┌──

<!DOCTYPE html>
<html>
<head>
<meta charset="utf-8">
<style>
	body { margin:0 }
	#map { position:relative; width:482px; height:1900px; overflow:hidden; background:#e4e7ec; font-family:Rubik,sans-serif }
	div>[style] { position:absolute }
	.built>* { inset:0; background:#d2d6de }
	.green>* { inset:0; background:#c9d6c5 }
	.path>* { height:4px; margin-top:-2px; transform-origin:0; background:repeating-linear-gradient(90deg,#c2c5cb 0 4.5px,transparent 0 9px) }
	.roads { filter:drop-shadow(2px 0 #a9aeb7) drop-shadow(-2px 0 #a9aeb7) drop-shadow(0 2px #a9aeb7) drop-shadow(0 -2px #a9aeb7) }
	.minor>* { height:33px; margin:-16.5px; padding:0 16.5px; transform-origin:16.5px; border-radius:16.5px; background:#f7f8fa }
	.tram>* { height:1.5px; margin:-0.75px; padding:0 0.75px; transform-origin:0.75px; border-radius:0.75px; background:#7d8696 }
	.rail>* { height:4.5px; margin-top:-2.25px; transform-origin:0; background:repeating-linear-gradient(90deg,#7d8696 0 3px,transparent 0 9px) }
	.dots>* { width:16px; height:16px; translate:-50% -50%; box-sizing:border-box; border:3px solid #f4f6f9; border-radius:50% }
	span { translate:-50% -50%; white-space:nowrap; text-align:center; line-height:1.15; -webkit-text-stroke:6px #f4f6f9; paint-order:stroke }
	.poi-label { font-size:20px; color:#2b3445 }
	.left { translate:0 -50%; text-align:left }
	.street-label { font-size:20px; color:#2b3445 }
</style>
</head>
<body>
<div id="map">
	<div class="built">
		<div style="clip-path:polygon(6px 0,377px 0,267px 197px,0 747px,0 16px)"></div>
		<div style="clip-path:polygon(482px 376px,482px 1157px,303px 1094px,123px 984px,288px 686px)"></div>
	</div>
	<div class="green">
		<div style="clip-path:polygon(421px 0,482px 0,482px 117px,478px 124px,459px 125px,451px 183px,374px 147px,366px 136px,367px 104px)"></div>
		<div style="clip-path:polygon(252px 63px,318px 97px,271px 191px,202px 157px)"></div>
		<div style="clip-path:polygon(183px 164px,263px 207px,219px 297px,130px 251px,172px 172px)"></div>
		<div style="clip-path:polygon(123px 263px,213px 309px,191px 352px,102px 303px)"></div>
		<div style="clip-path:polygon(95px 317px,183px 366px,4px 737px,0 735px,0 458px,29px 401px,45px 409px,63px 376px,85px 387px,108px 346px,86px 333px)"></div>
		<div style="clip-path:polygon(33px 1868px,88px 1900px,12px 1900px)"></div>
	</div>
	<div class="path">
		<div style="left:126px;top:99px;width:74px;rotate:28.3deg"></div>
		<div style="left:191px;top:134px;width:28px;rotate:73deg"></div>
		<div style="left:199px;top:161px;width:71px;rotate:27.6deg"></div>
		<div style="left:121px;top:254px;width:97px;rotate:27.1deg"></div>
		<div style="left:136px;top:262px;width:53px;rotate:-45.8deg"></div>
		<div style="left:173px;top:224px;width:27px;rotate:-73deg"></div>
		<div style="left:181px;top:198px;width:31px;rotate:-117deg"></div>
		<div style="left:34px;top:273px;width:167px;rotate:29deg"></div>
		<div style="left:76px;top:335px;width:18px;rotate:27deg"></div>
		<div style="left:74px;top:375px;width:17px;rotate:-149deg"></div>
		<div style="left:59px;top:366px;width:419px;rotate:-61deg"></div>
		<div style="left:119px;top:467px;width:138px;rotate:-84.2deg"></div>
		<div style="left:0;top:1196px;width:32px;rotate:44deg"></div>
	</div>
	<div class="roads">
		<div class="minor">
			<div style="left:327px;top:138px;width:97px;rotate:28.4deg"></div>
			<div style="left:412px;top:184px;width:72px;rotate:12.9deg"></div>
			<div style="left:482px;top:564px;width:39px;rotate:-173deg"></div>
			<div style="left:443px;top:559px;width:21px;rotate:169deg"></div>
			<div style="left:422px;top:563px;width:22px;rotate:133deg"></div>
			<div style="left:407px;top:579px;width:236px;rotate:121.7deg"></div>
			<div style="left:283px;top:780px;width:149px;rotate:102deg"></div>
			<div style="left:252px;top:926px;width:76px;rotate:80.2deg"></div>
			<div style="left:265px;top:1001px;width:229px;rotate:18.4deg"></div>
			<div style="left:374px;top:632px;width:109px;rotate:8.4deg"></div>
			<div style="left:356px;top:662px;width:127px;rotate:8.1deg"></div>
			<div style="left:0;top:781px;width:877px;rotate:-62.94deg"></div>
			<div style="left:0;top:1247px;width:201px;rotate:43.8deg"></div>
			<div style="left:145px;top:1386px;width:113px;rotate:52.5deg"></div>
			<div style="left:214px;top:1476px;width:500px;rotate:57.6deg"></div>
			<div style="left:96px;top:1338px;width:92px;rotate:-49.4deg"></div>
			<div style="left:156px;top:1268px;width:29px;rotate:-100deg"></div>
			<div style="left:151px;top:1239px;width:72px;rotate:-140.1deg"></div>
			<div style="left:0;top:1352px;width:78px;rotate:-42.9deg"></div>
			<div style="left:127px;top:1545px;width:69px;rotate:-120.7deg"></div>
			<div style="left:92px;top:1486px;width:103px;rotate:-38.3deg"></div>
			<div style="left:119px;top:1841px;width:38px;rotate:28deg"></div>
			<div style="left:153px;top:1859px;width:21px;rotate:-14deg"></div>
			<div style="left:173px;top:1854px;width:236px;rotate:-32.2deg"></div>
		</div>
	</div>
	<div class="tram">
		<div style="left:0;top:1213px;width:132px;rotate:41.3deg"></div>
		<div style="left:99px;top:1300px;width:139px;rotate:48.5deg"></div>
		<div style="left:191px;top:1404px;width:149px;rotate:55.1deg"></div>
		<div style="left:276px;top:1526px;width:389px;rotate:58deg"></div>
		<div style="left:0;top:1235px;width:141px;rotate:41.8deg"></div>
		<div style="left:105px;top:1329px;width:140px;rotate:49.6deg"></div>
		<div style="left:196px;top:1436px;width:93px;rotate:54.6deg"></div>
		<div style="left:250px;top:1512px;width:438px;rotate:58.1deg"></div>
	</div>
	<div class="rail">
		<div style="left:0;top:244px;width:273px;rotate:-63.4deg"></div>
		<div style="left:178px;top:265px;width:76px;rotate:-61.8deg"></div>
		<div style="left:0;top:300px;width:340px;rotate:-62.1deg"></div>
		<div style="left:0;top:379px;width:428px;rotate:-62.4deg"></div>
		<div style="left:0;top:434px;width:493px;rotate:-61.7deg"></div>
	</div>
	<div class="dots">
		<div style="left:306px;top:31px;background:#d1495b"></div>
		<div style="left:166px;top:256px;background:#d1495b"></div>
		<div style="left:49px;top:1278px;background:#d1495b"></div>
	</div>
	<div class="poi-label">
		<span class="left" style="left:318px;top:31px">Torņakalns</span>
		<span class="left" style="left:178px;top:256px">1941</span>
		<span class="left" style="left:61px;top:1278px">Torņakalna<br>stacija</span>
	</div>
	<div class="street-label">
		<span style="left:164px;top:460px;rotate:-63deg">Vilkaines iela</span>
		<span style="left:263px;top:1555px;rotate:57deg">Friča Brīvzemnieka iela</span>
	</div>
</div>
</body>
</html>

└──

(Aim of the exercise): All lines with the word "align" need to be copied from the data above.

(Task solution):
	span { translate:-50% -50%; white-space:nowrap; text-align:center; line-height:1.15; -webkit-text-stroke:6px #f4f6f9; paint-order:stroke }
	.left { translate:0 -50%; text-align:left }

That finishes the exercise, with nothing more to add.